Some were members of congregations I’d served or of Royal Canadian Legion branches in various communities. Generally, those vets impressed me with their stalwart bearing and sense of duty, and especially their loyalty to our country.
 
That generation had come through the Great Depression of the Thirties and the rise of fascism in Europe. The noxious scent of entitlement seemed absent from them, although I couldn’t miss recognizing the occasional expression of disgust over its prevalence in our current society. 
 
However, today I’m thinking of two ladies who served on home soil during WWII. Bessie who  was involved in munitions work in Brantford, Ontario, is in her mid-nineties. I’m scheduled to lead a Remembrance Day service in the retirement residence where she lives, and I hope to see her there.

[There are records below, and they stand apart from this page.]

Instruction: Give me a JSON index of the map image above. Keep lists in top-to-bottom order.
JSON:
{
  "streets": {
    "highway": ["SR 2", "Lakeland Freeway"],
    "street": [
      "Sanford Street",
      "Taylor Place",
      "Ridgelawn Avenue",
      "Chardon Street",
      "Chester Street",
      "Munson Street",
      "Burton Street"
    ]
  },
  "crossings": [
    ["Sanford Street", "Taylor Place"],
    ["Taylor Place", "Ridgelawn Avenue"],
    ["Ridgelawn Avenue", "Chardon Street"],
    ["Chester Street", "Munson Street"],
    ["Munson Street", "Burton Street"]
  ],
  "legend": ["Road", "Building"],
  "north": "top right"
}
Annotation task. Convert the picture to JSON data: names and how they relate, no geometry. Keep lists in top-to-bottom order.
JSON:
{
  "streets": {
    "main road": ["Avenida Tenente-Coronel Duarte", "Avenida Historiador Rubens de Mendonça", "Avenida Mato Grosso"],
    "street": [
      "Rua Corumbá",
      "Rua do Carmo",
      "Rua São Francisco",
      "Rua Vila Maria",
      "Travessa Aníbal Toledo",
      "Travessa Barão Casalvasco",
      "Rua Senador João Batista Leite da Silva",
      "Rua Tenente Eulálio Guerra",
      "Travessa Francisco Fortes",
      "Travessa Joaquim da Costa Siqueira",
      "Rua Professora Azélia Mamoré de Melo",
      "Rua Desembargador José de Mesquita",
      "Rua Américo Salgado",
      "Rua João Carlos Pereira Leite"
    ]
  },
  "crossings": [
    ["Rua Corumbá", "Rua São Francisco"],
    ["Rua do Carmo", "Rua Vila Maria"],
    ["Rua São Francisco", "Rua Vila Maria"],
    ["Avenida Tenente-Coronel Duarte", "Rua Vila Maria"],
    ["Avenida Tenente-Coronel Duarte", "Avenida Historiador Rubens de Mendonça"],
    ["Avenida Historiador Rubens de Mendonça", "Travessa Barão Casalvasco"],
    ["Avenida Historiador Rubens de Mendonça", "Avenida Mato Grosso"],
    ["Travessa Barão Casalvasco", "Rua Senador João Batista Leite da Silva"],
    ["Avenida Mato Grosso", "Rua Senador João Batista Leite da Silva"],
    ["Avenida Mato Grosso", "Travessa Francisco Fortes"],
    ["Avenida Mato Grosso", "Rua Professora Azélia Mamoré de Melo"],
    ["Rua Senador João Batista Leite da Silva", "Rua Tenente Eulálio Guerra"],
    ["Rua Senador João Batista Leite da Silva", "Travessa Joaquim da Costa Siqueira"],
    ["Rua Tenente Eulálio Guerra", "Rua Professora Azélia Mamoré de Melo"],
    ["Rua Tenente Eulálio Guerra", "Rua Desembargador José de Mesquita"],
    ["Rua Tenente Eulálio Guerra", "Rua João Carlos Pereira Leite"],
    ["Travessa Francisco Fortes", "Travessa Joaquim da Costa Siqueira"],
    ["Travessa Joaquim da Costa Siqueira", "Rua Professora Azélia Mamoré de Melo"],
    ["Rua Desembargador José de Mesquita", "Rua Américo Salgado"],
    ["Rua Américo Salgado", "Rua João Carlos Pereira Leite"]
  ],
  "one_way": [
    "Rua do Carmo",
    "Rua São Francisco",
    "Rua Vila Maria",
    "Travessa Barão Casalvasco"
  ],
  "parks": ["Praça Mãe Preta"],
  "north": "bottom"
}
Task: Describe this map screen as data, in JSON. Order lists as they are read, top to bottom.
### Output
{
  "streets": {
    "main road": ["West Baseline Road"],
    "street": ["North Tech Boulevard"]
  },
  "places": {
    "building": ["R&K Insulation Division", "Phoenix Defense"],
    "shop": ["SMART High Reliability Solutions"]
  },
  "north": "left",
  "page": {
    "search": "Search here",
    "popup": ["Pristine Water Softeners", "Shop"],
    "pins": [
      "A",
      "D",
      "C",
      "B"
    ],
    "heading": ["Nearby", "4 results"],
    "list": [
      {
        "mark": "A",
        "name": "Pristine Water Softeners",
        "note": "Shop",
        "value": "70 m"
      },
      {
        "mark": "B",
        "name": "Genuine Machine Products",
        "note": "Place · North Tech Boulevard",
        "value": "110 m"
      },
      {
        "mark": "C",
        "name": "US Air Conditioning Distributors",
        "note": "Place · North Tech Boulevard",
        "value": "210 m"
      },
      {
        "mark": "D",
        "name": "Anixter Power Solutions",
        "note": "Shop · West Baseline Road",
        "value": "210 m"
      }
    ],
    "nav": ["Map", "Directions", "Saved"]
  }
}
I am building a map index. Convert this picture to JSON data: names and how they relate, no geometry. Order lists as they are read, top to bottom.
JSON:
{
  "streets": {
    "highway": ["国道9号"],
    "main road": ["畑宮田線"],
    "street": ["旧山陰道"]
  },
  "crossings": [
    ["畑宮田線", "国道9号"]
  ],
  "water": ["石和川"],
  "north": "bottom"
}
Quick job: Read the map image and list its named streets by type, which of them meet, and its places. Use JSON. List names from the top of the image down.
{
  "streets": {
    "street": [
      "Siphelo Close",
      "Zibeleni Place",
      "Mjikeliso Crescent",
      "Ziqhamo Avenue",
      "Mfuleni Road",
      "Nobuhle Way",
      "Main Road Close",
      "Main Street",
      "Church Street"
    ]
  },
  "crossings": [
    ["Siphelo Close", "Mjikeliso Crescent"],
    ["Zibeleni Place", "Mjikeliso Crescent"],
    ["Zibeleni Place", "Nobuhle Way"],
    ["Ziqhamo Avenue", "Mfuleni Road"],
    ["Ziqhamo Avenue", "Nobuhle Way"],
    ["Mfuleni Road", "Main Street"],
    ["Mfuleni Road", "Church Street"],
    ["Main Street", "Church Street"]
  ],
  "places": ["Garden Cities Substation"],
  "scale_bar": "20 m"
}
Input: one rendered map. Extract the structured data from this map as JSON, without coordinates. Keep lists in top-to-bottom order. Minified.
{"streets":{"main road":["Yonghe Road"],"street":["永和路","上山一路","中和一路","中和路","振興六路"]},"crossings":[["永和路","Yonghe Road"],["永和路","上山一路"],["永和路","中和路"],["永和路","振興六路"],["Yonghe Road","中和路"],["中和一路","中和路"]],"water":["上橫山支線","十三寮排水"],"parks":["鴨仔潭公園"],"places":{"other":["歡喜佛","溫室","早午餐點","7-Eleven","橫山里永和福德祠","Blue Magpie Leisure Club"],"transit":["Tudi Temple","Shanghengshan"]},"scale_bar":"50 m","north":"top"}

Rev. & Mrs. A. Brndjar with Mrs. Doris Ley -- 100th B-Day!
Doris Ley is another great stalwart of WWII, who served on home soil. She was the guest of honour at the country Baptist Church where my octogenarian friend Andy (the Reverend Andrew Brndjar) is long-term interim pastor. On Thanksgiving Sunday Andy led the congregation in a combined Thanksgiving Service and Celebration of Doris’ 100th Birthday. I was honoured to play organ and sing a song of thanksgiving at that event.
 
Andy took his text from Ecclesiastes chapter 12, in which Israel’s King Solomon describes in allegorical language the changes that often happen as people age. Bottom line: they typically experience a decline in various physical faculties, and in some cases, loss of cognitive function.
 
Doris is, however, blessed with an amazing level of sustained health. Her sight and hearing are good, and she can still walk unaided, except for steadying herself with a walker. She’s always coiffed and smartly-dressed. Besides, her mind and memory are amazingly sharp, and it’s perhaps surprising
Courtesy: Canadian Harvard Association
that she has a full complement of her own natural teeth.
 
It was appropriate that this lady and her late husband enjoyed some retirement years together in Tillsonburg, Ontario, which is the home of the Canadian Harvard Aircraft Association. (The Harvards—painted distinctively in bright yellow—were used in training pilots during WWII.)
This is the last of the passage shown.